Review: Tale Of Tales

Director: Matteo Garrone

Stars: Salma Hayek, Vincent Cassel, Toby Jones

Plot holes in films are irksome things, evidence of imperfection. Depending on your attachment to the surrounding material, they can often be forgiven, however. A weakness, sure, but usually not a fatal one, so long as the scale isn’t tipped by their presence too harshly. I can usually overlook plot holes in favour of finding enjoyment around them, especially when it comes to genre cinema, in which the ideas and the presentation may have understandably been prioritised (not that that’s an excuse for sloppiness).

Tale Of Tales, the new fantasy anthology film from Matteo Garrone, contains probably the single most infuriating plot hole I’ve yet encountered. Ever. A moment of staggering narrative carelessness. And, unfortunately, the surrounding material in this instance does little to compensate for its howling presence. The incident occurs in the last half hour of an overlong mess of a film, it involves a length of rope and an escape plan. It is, in the grand scheme of things, insignificant. But by that point there’s little incentive for forgiveness.

Things don’t start out that way. Based loosely on Giambattista Basile’s compendium of fairy stories, Tale Of Tales entwines three narrative set in the same unspecified fantasy land, and all three seem somewhat promising on initial approach.

Salma Hayek is a queen mourning her inability to conceive.

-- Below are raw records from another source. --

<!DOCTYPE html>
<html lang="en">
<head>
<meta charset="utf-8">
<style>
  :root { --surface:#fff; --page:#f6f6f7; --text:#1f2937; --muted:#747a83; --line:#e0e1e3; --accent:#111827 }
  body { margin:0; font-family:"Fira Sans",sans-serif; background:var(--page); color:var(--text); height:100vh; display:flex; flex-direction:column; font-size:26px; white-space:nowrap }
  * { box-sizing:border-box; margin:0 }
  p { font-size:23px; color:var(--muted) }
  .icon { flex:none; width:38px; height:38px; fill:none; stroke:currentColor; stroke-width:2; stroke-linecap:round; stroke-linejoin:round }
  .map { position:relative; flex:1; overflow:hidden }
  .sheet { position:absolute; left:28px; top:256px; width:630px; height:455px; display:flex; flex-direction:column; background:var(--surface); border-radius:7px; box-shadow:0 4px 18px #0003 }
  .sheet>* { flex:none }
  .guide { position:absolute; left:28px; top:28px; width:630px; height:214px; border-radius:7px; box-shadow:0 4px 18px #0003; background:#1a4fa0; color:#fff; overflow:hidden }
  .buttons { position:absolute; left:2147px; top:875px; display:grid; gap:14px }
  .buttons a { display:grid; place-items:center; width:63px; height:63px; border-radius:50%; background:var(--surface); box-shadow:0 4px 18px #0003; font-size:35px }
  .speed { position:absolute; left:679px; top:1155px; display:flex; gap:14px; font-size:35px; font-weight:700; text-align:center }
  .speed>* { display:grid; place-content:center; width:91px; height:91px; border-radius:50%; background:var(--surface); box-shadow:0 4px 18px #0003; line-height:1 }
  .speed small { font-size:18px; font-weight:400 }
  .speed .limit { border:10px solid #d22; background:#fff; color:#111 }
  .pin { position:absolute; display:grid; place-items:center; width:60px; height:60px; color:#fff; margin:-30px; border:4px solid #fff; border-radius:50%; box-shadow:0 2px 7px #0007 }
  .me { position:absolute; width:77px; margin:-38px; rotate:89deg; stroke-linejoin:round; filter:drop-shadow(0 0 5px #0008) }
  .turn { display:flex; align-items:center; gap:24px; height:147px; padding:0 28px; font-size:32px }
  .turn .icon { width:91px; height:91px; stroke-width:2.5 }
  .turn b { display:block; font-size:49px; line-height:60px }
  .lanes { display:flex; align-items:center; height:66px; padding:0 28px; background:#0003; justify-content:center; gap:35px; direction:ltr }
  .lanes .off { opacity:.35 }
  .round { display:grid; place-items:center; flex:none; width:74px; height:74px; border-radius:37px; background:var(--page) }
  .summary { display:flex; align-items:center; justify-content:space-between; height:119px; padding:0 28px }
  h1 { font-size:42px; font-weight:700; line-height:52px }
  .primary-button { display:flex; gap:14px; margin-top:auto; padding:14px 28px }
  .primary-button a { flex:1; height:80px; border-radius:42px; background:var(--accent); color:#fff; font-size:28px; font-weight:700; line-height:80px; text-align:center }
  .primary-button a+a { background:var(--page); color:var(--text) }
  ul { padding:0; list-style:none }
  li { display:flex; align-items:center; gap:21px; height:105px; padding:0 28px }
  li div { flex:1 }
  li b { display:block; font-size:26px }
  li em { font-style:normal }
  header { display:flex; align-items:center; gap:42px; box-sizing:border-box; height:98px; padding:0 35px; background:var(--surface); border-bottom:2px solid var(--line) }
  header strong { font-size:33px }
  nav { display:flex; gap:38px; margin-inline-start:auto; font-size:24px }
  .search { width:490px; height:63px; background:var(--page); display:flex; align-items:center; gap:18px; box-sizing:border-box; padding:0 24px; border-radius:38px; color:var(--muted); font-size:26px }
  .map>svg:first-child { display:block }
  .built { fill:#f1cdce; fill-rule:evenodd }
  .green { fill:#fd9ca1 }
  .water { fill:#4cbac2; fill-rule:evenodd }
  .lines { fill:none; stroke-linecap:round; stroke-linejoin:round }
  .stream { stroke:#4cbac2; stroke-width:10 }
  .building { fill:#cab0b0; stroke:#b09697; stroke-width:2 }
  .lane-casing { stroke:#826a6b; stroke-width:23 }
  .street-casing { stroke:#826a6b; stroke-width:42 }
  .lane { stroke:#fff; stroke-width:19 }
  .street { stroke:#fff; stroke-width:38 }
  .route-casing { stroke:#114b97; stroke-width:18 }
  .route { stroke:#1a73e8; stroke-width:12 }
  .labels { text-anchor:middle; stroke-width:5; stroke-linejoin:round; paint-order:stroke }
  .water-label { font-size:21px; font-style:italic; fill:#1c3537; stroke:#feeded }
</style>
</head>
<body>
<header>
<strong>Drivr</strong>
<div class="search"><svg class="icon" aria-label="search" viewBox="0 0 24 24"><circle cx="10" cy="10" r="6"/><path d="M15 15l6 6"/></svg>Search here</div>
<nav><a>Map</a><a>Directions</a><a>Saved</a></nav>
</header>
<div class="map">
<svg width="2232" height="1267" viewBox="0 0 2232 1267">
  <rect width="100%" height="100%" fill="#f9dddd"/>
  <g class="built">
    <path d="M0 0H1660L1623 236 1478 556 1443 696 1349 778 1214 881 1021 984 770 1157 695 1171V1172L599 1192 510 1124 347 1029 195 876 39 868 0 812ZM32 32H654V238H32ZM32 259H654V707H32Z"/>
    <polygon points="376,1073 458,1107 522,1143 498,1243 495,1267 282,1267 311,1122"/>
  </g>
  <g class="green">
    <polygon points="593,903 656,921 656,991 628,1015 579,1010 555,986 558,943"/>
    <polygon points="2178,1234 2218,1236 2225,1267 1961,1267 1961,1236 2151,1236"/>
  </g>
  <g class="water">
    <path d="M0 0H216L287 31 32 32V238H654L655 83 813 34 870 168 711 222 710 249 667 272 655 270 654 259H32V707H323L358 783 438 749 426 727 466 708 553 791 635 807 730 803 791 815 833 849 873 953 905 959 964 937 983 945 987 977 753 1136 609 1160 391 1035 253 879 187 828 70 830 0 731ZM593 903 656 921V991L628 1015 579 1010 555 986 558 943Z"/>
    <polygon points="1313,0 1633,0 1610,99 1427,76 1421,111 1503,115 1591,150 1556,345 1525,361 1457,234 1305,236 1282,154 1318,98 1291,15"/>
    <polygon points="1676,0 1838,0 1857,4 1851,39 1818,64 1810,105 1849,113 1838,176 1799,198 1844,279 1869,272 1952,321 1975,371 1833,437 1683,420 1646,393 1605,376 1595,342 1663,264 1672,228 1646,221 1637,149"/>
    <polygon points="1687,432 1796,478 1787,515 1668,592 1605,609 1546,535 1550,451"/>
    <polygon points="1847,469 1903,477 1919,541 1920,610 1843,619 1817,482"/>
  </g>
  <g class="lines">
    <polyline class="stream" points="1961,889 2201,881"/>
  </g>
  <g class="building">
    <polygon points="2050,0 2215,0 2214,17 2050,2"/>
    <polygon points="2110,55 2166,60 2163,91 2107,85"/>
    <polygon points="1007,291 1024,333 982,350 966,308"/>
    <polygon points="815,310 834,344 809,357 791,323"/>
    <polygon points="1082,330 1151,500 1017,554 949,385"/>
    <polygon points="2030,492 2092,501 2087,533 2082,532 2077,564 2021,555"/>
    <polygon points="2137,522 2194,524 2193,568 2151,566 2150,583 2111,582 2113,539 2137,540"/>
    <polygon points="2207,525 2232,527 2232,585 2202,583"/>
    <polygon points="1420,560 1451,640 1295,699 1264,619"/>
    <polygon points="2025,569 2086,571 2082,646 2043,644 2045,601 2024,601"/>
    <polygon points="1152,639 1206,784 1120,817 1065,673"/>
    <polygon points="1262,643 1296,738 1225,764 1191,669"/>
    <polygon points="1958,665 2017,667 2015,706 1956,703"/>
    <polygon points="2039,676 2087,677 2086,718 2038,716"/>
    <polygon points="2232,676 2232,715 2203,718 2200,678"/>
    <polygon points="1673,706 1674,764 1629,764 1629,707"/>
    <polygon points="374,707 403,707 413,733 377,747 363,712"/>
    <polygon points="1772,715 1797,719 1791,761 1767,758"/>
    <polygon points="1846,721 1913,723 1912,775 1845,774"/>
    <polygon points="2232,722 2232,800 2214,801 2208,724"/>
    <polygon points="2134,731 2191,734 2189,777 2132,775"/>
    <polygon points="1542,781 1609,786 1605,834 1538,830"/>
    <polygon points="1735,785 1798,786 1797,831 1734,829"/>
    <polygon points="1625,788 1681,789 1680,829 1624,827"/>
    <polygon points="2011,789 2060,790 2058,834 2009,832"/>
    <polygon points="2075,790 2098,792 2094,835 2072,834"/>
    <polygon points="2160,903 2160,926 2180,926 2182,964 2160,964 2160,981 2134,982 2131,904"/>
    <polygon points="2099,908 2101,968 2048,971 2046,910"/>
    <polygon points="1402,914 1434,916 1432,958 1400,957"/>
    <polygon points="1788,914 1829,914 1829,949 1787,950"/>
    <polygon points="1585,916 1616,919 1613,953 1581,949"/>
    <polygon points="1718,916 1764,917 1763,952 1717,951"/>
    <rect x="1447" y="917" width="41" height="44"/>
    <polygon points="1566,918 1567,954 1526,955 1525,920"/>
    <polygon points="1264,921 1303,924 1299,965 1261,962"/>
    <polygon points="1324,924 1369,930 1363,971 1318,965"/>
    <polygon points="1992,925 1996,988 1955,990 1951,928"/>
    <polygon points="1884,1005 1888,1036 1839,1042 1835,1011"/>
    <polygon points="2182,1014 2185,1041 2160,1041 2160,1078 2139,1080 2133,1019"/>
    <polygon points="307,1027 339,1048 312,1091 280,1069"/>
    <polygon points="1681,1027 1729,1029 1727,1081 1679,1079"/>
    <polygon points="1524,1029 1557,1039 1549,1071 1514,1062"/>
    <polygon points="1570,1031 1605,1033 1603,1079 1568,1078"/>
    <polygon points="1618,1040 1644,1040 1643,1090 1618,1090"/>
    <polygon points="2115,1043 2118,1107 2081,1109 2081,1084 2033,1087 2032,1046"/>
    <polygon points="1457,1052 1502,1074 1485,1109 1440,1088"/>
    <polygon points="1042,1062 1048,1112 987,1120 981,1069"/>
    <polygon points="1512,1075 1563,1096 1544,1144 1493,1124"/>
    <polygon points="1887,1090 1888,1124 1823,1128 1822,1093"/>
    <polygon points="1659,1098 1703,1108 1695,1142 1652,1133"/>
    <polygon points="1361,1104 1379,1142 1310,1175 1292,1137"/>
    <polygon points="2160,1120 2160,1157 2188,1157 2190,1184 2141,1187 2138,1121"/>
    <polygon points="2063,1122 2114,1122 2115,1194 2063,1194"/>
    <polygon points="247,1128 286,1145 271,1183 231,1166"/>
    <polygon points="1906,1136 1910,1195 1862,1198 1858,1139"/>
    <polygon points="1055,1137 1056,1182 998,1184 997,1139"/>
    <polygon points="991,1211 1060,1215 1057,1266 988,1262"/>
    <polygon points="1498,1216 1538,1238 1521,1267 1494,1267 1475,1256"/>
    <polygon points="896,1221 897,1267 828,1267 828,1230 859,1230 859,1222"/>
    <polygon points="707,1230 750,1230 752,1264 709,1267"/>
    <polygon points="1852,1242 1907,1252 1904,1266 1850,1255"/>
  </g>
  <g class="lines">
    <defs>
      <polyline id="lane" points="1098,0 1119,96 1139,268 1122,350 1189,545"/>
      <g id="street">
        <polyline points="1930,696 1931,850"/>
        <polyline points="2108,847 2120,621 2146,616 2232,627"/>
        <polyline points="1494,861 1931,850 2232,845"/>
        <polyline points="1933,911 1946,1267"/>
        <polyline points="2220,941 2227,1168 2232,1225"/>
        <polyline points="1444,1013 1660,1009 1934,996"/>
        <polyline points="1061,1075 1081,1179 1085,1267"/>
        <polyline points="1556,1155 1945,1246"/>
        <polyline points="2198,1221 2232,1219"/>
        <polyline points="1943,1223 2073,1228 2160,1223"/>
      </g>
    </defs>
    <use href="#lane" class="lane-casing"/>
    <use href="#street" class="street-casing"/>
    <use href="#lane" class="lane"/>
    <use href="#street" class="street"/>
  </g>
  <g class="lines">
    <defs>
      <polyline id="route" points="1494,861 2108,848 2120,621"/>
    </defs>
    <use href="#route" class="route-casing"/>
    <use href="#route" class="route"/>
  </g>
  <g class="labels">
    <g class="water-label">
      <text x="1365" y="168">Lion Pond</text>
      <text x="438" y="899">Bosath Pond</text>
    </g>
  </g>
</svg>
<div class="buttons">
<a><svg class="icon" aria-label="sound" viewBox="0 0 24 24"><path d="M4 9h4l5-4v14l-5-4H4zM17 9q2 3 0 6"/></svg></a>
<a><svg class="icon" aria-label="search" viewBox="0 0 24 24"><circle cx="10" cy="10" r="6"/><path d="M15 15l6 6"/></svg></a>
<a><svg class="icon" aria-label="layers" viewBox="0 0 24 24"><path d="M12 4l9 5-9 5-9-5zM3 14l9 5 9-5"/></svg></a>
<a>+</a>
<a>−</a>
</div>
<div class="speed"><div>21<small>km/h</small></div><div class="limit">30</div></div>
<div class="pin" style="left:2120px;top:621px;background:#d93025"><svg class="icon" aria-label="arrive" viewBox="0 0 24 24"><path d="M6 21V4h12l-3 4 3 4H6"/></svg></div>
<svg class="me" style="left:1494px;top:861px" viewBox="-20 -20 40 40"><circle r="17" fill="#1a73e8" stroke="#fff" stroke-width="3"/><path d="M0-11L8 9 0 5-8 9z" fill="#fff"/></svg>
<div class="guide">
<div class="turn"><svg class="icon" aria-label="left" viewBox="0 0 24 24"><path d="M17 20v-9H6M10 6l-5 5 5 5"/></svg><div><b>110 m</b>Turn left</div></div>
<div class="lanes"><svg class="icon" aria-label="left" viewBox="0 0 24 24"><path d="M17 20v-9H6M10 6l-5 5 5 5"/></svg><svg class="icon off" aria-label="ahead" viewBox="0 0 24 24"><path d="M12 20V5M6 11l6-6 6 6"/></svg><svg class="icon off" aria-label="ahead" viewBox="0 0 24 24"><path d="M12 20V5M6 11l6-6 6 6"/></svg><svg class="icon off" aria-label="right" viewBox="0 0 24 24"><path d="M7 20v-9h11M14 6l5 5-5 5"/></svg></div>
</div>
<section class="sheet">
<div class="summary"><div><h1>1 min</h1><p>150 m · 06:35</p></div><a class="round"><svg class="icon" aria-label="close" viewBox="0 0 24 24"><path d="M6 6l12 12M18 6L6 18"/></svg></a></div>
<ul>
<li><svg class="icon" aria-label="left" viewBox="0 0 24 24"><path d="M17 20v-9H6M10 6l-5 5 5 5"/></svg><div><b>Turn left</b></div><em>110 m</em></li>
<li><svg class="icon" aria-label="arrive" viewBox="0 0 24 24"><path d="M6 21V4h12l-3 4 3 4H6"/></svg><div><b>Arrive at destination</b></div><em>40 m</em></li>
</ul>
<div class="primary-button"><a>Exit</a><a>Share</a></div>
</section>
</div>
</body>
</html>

A poorly dubbed hooded figure advises that, should she consume the heart of a sea monster cooked by a virgin, she will become pregnant instantaneously. Her gallant husband John C Reilly goes off to slay the beast (in what will surely be, regardless of the rest of the film, one of the greatest sequences of the year).

Elsewhere, diminutive king Toby Jones ignores the needs and wishes of his daughter in favour of an increasing fascination with a flea, which grows to enormous size under his secretive care. When said daughter Violet (Bebe Cave – a find) presses him for a husband, he devises what he thinks is a foolproof strategy to keep her close to home.

Last and by all means least, we have Vincent Cassel as yet another king, drunkenly sleeping his way through all the beauties of his kingdom, who becomes enamoured with an unseen songbird on his grounds. The voice belongs to an old krone who tempts the king further, but can’t show her face for her ugliness. She offers him sight of a finger and no more. Unused to being denied his desires, this only arouses the king’s affections further.

Set ’em up and knock ’em down. Garrone shirks the expected anthology conventions and flits from one story to another in sequence, nudging each one along a little further before returning to the next in til he’s back to the first again. Trouble is that each of these stories become less interesting the further we travel down their respective, meandering paths. Characters are, with virtually no exceptions, unlikable or simply flimsy. No one story has a heroic or particularly charismatic presence.

That might sound all right on paper, but in the telling it leaves precious little for the audience to root for, and in turn, fewer and fewer reasons to care, particularly as each of these tales ends far wide of where they began. If these are morality tales, they’re all rather muddied too. In fact, more than one leaves something of a sour taste in the mouth come their eventual resolution. None of them end with any sense of definitive satisfaction either. It has the feel of listening to someone fervently telling an initially engaging story, only to realise gradually they’re making it up as they go along. There’s no follow-through. No point. Not one shaggy dog story, but three.

And it might be all right if there were whimsy in that, some fun to be had, but Tale Of Tales is – Toby Jones aside (he is the film’s shining MVP) – without much smirk or silliness. What little else there is comes at the expense of poor Vincent Cassel, whose version of playing drunk falls unflatteringly close to a Tommy Wiseau impersonation. It’s been a while since I’ve seen him really light the screen up, but I can’t really remember him being as bad as he is here.

All of which is a bit of a confusing let down. A “what the hell happened?”. Because in terms of production, Tale Of Tales is really very impressive. The heritage locations supply gratuitous production value. The costuming is pretty faultless. See also your other key departments; hair, make-up and so on. And the visual effects are pretty tidy too. It’s all presented through the loving eye of DoP Peter Suschitsky, the master cinematographer behind most David Cronenberg films, oh, and something called The Empire Strikes Back. On a technical level, Tale Of Tales more or less aces the scorecard. Disappointingly, on a substantive level it draws an almost total blank.

All of which makes spending 135 minutes in its company a really arduous affair. It looks as though it ought to be one of the great fantasy films of the decade, one with the kind of crossover clout of, say, Pan’s Labyrinth. But no amount of technical dynamism can hide how woolly it all feels. All dressing, no content.

And then there’s that fucking plot hole. Sitting there over an hour and a half in. Like an horrendous shit on fluffy white carpet. Impossible to ignore because really, when you get right down to it, there’s not a lot else to see.